++++ Provided entries

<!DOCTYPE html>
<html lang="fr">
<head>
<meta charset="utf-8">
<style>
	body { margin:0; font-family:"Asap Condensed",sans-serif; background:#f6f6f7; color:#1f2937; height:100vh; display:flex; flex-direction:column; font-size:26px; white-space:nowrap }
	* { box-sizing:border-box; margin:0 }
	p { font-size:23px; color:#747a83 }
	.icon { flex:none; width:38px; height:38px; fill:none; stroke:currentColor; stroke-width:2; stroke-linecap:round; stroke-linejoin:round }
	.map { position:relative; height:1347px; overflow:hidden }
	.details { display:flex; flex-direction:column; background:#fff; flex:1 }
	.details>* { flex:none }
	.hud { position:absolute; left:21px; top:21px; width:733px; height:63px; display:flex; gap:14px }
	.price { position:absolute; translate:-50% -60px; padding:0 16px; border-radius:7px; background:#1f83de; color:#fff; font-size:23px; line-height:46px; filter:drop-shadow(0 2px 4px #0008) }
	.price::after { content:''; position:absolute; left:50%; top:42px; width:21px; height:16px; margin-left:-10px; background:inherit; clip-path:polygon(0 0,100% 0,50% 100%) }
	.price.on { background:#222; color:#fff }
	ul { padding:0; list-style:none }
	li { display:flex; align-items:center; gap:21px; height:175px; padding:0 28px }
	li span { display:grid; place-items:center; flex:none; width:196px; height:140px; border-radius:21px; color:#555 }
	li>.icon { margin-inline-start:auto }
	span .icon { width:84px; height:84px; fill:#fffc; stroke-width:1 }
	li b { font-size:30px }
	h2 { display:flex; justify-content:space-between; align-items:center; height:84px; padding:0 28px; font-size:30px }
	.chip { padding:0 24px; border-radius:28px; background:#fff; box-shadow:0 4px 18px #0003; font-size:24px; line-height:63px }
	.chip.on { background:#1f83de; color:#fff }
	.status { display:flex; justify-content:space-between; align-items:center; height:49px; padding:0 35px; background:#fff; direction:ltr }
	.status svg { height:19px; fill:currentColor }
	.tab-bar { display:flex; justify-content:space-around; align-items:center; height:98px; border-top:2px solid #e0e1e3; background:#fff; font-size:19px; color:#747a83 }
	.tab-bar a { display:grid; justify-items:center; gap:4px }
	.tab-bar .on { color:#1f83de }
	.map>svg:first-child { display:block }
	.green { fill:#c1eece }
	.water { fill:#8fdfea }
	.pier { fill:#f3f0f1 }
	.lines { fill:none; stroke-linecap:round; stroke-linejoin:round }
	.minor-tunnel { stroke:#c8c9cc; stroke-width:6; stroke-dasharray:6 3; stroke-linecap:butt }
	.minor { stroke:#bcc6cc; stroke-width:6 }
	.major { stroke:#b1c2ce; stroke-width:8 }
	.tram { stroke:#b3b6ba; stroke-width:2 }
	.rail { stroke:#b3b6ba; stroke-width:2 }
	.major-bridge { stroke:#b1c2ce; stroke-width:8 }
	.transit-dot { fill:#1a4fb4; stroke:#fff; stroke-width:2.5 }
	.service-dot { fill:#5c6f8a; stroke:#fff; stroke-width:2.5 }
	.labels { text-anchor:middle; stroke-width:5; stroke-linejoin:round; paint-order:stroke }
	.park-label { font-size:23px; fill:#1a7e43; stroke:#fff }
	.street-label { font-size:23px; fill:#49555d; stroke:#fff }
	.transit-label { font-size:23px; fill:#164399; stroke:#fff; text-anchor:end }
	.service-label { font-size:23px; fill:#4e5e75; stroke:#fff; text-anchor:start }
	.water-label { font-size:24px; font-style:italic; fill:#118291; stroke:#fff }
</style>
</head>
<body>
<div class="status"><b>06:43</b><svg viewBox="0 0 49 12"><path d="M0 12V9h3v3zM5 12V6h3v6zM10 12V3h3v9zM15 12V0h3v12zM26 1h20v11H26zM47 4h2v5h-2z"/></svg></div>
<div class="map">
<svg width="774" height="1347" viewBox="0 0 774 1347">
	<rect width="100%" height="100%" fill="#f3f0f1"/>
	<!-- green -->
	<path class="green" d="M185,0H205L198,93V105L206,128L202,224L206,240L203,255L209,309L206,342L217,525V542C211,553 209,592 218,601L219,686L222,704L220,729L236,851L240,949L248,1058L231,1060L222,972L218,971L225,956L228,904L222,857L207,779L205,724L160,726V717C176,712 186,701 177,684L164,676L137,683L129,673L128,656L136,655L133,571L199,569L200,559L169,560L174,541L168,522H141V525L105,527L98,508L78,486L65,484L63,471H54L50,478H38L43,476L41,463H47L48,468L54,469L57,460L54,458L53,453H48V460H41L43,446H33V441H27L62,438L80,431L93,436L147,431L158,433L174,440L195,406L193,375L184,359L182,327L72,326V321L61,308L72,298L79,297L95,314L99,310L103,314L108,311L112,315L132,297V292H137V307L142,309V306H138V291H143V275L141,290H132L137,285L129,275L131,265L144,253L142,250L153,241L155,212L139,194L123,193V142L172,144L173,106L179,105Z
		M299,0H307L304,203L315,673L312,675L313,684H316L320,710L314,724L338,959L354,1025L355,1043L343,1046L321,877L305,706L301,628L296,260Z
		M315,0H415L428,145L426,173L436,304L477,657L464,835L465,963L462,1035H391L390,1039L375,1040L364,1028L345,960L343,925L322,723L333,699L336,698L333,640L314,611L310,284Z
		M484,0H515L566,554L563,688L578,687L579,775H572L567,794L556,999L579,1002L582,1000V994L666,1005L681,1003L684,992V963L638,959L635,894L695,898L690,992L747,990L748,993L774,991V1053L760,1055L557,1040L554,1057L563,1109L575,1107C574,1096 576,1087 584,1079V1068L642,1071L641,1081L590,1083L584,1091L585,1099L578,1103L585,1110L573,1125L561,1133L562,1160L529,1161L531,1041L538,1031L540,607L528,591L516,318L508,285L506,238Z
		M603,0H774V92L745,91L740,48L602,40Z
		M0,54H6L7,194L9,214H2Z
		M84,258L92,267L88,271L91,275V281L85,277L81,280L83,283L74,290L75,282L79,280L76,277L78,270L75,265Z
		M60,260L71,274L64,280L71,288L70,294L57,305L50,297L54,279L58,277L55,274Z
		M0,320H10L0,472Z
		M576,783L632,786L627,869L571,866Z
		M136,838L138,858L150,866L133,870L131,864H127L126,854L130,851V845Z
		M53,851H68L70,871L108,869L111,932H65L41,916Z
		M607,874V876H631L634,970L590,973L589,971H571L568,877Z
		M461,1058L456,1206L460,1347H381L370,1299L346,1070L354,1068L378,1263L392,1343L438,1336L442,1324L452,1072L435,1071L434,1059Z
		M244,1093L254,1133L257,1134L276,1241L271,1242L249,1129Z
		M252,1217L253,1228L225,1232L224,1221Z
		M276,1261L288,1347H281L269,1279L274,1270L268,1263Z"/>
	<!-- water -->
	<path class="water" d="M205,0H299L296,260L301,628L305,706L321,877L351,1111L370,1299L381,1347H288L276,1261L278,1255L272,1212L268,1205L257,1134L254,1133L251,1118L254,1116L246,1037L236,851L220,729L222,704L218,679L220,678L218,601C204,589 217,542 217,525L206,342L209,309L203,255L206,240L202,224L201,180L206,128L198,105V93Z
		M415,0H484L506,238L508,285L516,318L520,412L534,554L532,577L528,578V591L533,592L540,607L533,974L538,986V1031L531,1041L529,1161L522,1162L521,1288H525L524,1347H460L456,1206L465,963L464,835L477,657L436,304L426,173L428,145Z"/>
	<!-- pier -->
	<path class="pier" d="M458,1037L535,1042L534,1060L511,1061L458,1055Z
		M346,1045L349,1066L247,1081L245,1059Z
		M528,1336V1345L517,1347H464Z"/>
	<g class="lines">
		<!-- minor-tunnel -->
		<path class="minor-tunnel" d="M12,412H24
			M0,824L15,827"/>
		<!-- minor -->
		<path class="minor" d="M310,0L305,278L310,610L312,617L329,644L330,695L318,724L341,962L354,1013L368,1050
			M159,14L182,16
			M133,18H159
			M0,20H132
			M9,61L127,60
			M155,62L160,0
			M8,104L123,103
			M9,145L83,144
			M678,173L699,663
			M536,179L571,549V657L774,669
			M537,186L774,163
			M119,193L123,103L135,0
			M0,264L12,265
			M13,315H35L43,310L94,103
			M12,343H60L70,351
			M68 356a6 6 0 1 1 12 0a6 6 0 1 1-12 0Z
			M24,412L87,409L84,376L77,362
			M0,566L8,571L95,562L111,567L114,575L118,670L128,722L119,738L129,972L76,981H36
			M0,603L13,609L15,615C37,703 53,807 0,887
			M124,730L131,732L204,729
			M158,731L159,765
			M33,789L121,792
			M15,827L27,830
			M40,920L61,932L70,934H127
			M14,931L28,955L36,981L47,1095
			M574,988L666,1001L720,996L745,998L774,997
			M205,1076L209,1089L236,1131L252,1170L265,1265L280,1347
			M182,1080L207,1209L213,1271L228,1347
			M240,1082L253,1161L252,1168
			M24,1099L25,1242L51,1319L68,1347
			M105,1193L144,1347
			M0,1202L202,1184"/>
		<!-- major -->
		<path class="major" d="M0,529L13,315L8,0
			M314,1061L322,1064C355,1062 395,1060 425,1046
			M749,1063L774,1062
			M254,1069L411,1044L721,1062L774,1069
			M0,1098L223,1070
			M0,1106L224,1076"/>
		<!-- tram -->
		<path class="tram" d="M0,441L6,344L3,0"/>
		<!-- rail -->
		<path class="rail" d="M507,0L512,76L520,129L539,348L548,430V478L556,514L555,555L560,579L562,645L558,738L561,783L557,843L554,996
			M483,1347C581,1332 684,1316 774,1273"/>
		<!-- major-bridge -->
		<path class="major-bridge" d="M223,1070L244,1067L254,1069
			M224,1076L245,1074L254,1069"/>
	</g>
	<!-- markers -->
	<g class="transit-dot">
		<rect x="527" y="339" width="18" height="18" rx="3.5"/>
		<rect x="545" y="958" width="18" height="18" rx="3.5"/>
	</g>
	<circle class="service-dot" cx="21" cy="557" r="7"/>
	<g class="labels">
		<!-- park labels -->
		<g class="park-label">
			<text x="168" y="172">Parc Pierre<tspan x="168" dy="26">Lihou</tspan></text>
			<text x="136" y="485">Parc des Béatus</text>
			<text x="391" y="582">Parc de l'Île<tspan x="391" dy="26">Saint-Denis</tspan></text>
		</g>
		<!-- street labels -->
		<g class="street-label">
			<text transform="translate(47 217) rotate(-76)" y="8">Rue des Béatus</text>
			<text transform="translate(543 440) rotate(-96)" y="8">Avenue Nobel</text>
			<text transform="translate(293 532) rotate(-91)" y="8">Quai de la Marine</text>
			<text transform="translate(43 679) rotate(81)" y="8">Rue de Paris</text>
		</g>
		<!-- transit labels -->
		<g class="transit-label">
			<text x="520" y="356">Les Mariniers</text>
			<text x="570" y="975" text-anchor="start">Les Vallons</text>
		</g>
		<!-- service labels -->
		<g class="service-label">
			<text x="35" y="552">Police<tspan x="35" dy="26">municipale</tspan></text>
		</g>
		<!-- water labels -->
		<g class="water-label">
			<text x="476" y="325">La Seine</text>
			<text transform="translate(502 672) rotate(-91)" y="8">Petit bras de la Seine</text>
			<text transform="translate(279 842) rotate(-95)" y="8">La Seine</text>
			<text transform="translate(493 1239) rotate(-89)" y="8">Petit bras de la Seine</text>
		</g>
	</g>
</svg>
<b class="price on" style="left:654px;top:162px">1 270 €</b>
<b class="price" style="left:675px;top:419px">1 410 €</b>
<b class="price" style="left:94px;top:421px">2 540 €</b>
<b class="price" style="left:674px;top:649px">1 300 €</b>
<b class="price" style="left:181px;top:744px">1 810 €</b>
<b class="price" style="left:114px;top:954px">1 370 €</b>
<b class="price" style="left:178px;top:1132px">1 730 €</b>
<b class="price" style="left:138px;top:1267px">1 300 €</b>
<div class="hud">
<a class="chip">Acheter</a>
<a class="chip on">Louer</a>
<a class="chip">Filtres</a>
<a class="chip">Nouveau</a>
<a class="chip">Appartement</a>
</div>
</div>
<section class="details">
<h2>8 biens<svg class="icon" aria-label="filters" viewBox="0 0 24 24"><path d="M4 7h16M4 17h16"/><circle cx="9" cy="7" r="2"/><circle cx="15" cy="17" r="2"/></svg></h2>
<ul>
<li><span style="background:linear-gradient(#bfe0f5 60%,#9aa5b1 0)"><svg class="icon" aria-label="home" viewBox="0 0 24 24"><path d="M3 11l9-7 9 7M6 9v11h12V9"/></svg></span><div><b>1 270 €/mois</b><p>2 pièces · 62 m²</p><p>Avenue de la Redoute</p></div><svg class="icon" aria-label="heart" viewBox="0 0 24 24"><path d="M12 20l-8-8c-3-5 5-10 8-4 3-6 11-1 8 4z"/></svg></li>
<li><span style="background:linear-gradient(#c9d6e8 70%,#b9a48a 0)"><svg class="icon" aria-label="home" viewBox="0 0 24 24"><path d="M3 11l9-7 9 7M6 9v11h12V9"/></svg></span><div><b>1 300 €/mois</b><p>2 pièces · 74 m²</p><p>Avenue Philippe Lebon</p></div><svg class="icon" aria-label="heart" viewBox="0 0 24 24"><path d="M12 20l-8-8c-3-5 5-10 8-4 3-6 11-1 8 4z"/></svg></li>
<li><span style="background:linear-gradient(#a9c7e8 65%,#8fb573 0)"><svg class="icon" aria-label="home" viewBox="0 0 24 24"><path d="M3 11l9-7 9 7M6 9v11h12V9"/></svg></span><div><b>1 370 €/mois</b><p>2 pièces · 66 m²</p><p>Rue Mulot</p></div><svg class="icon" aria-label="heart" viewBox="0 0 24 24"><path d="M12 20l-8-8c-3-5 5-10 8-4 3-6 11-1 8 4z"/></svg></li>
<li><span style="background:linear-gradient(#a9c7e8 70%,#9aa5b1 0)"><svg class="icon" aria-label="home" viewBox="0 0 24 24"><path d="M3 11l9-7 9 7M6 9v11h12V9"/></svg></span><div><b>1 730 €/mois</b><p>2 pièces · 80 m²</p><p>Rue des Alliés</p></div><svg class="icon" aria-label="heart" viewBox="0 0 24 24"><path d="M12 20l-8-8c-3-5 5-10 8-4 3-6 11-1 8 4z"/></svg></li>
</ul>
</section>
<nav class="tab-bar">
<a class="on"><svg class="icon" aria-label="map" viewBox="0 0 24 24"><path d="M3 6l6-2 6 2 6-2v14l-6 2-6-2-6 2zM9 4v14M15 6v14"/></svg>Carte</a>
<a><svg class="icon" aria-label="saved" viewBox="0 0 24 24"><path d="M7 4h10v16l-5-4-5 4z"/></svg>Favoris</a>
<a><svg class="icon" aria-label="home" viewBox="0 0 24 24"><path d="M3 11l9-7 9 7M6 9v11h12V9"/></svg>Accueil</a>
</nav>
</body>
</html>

++++++++

What to work on »
There is a line with "M53,851H68L70,871L108,869L111,932H65L41,916Z" and a line with "M105,1193L144,1347" above. Copy exactly those two lines and all lines between them, with nothing else.

Written answer »
		M53,851H68L70,871L108,869L111,932H65L41,916Z
		M607,874V876H631L634,970L590,973L589,971H571L568,877Z
		M461,1058L456,1206L460,1347H381L370,1299L346,1070L354,1068L378,1263L392,1343L438,1336L442,1324L452,1072L435,1071L434,1059Z
		M244,1093L254,1133L257,1134L276,1241L271,1242L249,1129Z
		M252,1217L253,1228L225,1232L224,1221Z
		M276,1261L288,1347H281L269,1279L274,1270L268,1263Z"/>
	<!-- water -->
	<path class="water" d="M205,0H299L296,260L301,628L305,706L321,877L351,1111L370,1299L381,1347H288L276,1261L278,1255L272,1212L268,1205L257,1134L254,1133L251,1118L254,1116L246,1037L236,851L220,729L222,704L218,679L220,678L218,601C204,589 217,542 217,525L206,342L209,309L203,255L206,240L202,224L201,180L206,128L198,105V93Z
		M415,0H484L506,238L508,285L516,318L520,412L534,554L532,577L528,578V591L533,592L540,607L533,974L538,986V1031L531,1041L529,1161L522,1162L521,1288H525L524,1347H460L456,1206L465,963L464,835L477,657L436,304L426,173L428,145Z"/>
	<!-- pier -->
	<path class="pier" d="M458,1037L535,1042L534,1060L511,1061L458,1055Z
		M346,1045L349,1066L247,1081L245,1059Z
		M528,1336V1345L517,1347H464Z"/>
	<g class="lines">
		<!-- minor-tunnel -->
		<path class="minor-tunnel" d="M12,412H24
			M0,824L15,827"/>
		<!-- minor -->
		<path class="minor" d="M310,0L305,278L310,610L312,617L329,644L330,695L318,724L341,962L354,1013L368,1050
			M159,14L182,16
			M133,18H159
			M0,20H132
			M9,61L127,60
			M155,62L160,0
			M8,104L123,103
			M9,145L83,144
			M678,173L699,663
			M536,179L571,549V657L774,669
			M537,186L774,163
			M119,193L123,103L135,0
			M0,264L12,265
			M13,315H35L43,310L94,103
			M12,343H60L70,351
			M68 356a6 6 0 1 1 12 0a6 6 0 1 1-12 0Z
			M24,412L87,409L84,376L77,362
			M0,566L8,571L95,562L111,567L114,575L118,670L128,722L119,738L129,972L76,981H36
			M0,603L13,609L15,615C37,703 53,807 0,887
			M124,730L131,732L204,729
			M158,731L159,765
			M33,789L121,792
			M15,827L27,830
			M40,920L61,932L70,934H127
			M14,931L28,955L36,981L47,1095
			M574,988L666,1001L720,996L745,998L774,997
			M205,1076L209,1089L236,1131L252,1170L265,1265L280,1347
			M182,1080L207,1209L213,1271L228,1347
			M240,1082L253,1161L252,1168
			M24,1099L25,1242L51,1319L68,1347
			M105,1193L144,1347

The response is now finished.